As the broader MLP structure continued to struggle and the investor base began to turn over, more investors started pushing companies to undertake restructurings. Investors became increasingly less tolerant of the traditional MLP structure, especially for companies with a meaningful IDR overhang; they wanted to see pure-play GPs and MLPs folded into a single company where they could ensure better corporate governance and aligned management incentives. The restructuring snowball started to take off. Following the March 2018 FERC decision on income tax allowances, Williams and Enbridge both announced the buy-ins of their MLPs on the same day in May, and in August, Energy Transfer became the last of the large cap MLPs to merge its GP and MLP in effort to reduce its cost of capital. Five more entities announced restructurings in the fourth quarter of 2018, making it 18 restructurings for the year.
So where does the sector stand? At this point, a lot of the company restructurings have happened. There are only roughly a dozen meaningful MLPs that still need to restructure. The three most important are Phillips 66 Partners (PSXP), Shell Midstream Partners (SHLX), and DCP Midstream (DCP). All three have acknowledged that they are looking at a restructuring, but each has been slow to act. MPLX and Andeavor Logistics (ANDX) are a little different; both have shed their IDRs, but both have the same GP, Marathon Petroleum (MPC). The two need to merge, but parent MPC has shown a lack of urgency in making the deal happen. There are number of growth MLPs (BP Midstream (BPMP), CNX Midstream (CNXM), Cheniere Energy Partners (CQP), Hess Midstream (HESM) and Noble Midstream (NBLX)) that are earlier in their growth cycles. Because these companies are still low in their IDR splits, their GPs are hesitant to undertake a restructuring now.
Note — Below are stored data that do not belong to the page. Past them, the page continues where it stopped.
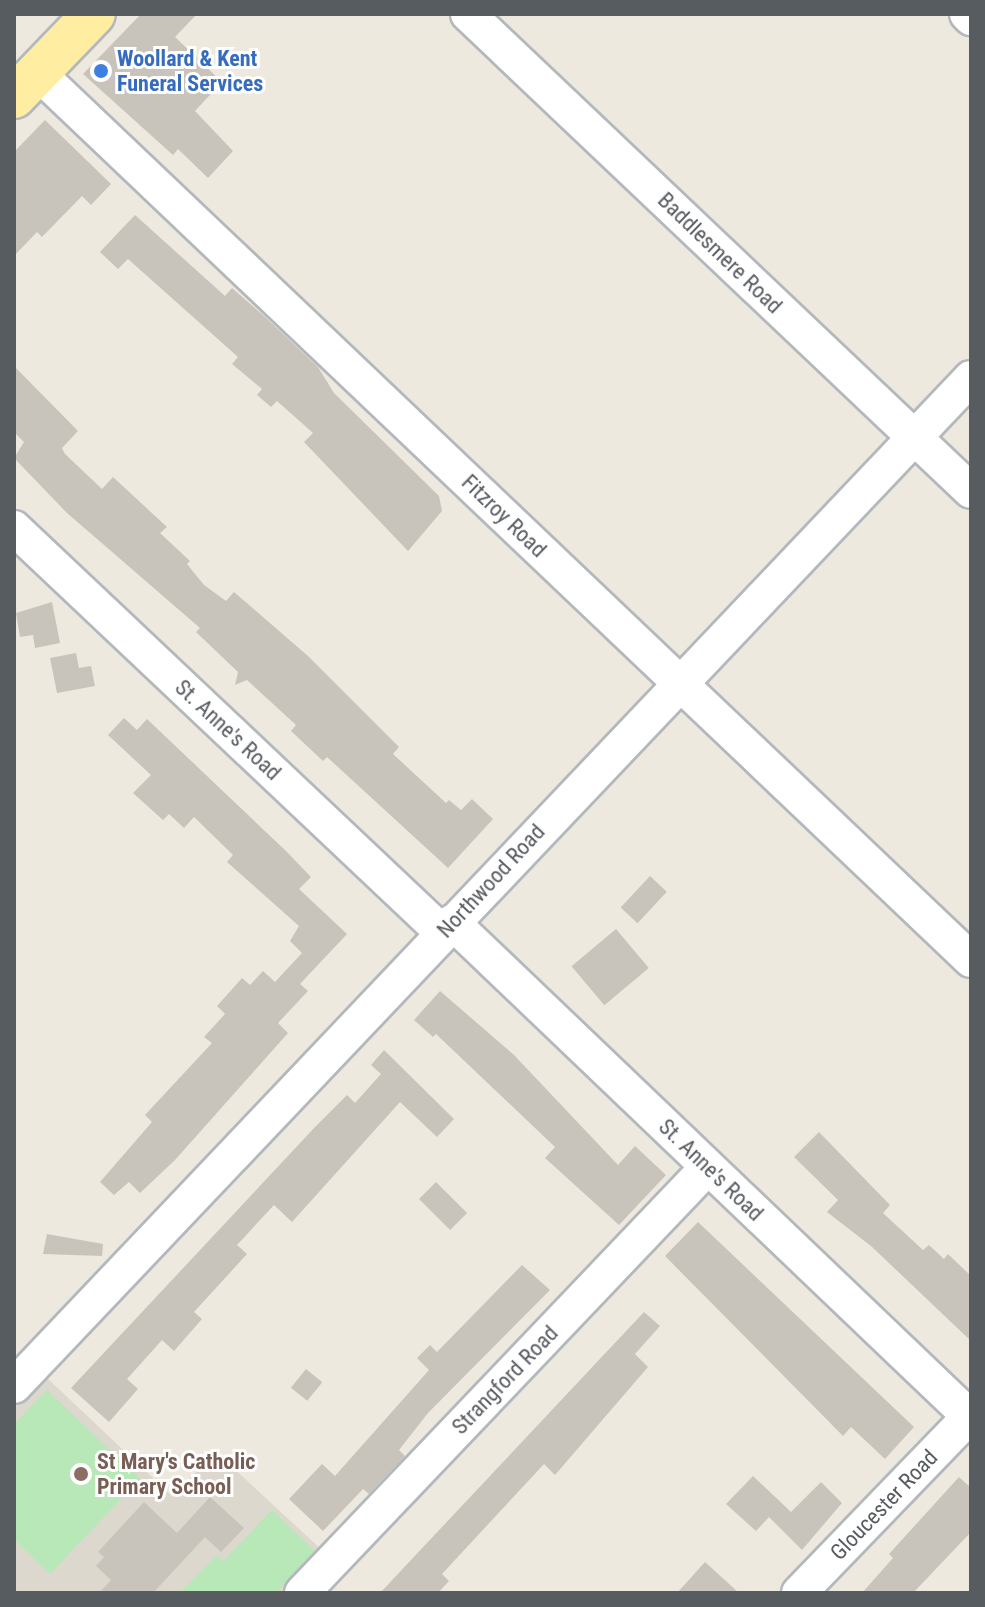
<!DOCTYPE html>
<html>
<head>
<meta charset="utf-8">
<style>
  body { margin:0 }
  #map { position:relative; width:985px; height:1607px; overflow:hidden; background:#ede9de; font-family:"Roboto Condensed",sans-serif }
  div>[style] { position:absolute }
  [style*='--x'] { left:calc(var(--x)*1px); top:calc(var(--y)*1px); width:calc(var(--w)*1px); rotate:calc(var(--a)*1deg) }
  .education>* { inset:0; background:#dcd8cd }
  .green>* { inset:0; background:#b8e8b7 }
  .building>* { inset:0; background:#c8c4bb; transform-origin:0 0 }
  .roads { filter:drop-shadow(2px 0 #b4b8bd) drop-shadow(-2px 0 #b4b8bd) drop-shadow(0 2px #b4b8bd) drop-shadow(0 -2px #b4b8bd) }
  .minor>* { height:34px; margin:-17px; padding:0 17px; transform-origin:17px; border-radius:17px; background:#fff }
  .major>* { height:42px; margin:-21px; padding:0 21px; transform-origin:21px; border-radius:21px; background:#ffeea1 }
  .dots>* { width:22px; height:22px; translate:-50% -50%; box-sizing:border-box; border:4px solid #fff; border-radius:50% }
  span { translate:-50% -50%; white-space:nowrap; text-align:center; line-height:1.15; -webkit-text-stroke:6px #fff; paint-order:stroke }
  .shop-label { font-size:22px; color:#366cbe; font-weight:700 }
  .left { translate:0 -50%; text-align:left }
  .street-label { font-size:22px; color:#575c61 }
  .education-label { font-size:22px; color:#785e54; font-weight:700 }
  .frame { position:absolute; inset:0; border:16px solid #575c61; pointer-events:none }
</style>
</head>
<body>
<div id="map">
  <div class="education">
    <i style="clip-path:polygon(45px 1376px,172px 1496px,216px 1452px,324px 1552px,285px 1593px,14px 1593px,14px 1408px)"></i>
  </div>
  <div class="green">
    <i style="clip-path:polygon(47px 1390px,140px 1479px,50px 1574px,14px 1539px,14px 1424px)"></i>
    <i style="clip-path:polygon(272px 1510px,316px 1552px,276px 1593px,180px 1593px,217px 1555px,223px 1561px)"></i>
  </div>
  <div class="building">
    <i style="clip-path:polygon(141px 14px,197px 14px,175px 37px,222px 82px,195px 111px,233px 151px,208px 178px,178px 149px,173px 155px,83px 74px)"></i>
    <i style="clip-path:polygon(45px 120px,111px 184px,91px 205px,82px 196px,42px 237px,37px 232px,14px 256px,14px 152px)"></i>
    <i style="clip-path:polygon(135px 215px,225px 296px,232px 288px,263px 315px,318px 367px,334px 393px,439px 496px,442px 511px,408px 551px,304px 442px,313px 433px,277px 401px,271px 407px,257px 395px,262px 389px,232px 364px,238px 357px,128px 259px,118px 269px,100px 252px)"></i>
    <i style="clip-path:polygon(14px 366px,78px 431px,62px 448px,65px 454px,102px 489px,113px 477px,167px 527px,160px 533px,190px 561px,187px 564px,204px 585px,226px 601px,234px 592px,308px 656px,399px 747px,393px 754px,446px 803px,449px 800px,461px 810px,472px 799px,493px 819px,448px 868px,327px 757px,323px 761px,291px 731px,296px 725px,247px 680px,235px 685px,238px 672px,196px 632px,200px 628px,67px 513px,14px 458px,24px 442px,14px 432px)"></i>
    <i style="clip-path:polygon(52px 602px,60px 643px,35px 648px,33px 635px,20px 637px,16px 613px)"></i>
    <i style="clip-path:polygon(76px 653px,79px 668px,91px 666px,95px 686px,57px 693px,50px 658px)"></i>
    <i style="clip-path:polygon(124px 718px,137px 730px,147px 719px,287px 852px,311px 877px,299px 889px,347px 934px,300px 984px,308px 991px,278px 1023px,288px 1033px,175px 1160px,140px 1193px,129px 1182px,114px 1195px,100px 1182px,152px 1122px,145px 1115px,212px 1043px,204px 1037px,225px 1014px,217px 1006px,242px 978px,250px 985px,263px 971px,275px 982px,302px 953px,290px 941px,299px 926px,227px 862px,233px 855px,194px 817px,184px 828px,169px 814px,163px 820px,133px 793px,151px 775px,108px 735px)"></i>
    <i style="left:650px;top:876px;width:23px;height:43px;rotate:43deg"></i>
    <i style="left:616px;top:929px;width:51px;height:58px;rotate:50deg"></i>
    <i style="clip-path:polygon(440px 991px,514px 1055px,618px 1165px,635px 1146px,666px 1175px,619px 1225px,545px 1158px,555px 1147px,436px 1034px,433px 1037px,414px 1020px)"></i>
    <i style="clip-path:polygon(384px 1050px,454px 1119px,437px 1137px,400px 1102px,292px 1222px,274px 1205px,237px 1245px,247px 1254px,194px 1312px,202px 1319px,174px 1351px,162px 1340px,127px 1379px,138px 1389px,109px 1422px,71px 1388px,316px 1126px,347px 1095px,355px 1103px,381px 1074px,371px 1065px)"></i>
    <i style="clip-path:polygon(819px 1132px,890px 1205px,883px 1213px,923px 1250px,929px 1245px,944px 1259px,948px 1254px,971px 1276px,971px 1341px,871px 1246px,827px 1212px,838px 1200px,794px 1157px)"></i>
    <i style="left:436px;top:1182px;width:44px;height:24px;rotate:45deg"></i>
    <i style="clip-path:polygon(698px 1222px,914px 1427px,885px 1459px,851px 1427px,843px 1436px,665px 1256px)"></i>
    <i style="clip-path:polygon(47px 1234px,103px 1244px,102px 1256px,43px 1254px)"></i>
    <i style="clip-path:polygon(522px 1265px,550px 1290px,428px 1413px,399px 1450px,405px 1456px,369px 1494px,363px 1489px,323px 1531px,289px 1499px,322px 1464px,335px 1476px,429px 1370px,417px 1358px,430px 1345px,437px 1352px)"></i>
    <i style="clip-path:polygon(644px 1312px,660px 1326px,635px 1354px,648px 1367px,555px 1475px,544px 1464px,442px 1574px,449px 1581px,438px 1593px,380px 1593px)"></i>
    <i style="left:306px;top:1369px;width:21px;height:24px;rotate:39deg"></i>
    <i style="clip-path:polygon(753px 1476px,791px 1512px,821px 1482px,842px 1503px,802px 1550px,769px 1517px,756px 1531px,726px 1504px)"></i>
    <i style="clip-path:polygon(959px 1477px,971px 1488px,971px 1532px,913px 1593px,862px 1593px,893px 1558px,889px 1554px)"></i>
    <i style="clip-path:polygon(210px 1497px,244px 1528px,221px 1552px,205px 1537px,153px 1593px,99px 1593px,111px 1580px,96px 1566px,104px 1557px,98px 1552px,144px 1502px,177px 1533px)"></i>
    <i style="clip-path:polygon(705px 1562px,739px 1593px,677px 1593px)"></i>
  </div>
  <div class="roads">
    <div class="minor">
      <i style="--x:468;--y:14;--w:693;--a:43.48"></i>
      <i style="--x:967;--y:14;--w:6;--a:45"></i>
      <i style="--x:37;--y:72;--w:1289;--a:43.55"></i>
      <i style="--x:14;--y:528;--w:589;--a:43.35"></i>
      <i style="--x:452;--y:922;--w:718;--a:43.7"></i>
      <i style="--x:14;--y:1386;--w:1390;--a:-46.49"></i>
      <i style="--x:302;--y:1593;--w:588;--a:-46.38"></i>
      <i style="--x:799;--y:1593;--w:246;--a:-46"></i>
    </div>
    <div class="major">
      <i style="--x:14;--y:97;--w:115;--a:-46.1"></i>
    </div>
  </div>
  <div class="dots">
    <i style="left:101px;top:71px;background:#3f7fe0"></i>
    <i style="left:81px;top:1474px;background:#8d6e63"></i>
  </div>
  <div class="shop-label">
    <span class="left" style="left:117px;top:71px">Woollard &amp; Kent<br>Funeral Services</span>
  </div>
  <div class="street-label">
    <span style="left:720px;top:253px;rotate:44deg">Baddlesmere Road</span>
    <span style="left:504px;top:516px;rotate:44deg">Fitzroy Road</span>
    <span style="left:228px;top:730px;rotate:43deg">St. Anne's Road</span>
    <span style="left:491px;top:881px;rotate:-47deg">Northwood Road</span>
    <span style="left:711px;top:1170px;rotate:44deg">St. Anne's Road</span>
    <span style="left:505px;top:1380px;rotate:-46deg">Strangford Road</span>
    <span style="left:884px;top:1505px;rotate:-46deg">Gloucester Road</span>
  </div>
  <div class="education-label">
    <span class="left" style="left:97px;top:1474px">St Mary's Catholic<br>Primary School</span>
  </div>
  <div class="frame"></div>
</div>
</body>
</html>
Finally, there are some older, lower growth MLPs that still have IDRs, but their splits are fairly minimal so the GPs have been slow to eliminate them.
As an investor, we think the writing is on the wall for all of these companies. While the GPs can drag their heels and wait to restructure, we think they will continue to be penalized by the market. Investors are simply unwilling to commit significant capital to companies with IDRs as investors do not like the structure and they fear how the MLPs will trade if a restructuring gets announced. Our portfolios are heavily skewed towards companies that have already gone through the restructurings. These companies have better balance sheets, better funding models, and real corporate governance. Many of them are regular c-corporations. Ultimately, we believe we are seeing the institutionalization of the midstream and MLP asset class, and these company restructurings are essential to that process. The faster it all happens, the better off investors will be, and we are urging all of these companies to move forward and get it over with.
Opinions represented are subject to change and should not be considered investment advice. Forward-looking statements are necessarily speculative in nature. It can be expected that some or all of the assumptions or beliefs underlying the forward-looking statements will not materialize or will vary significantly from actual results or outcomes. This material has been prepared using sources of information generally believed to be reliable; however, its accuracy is not guaranteed. Past performance is not indicative of future results.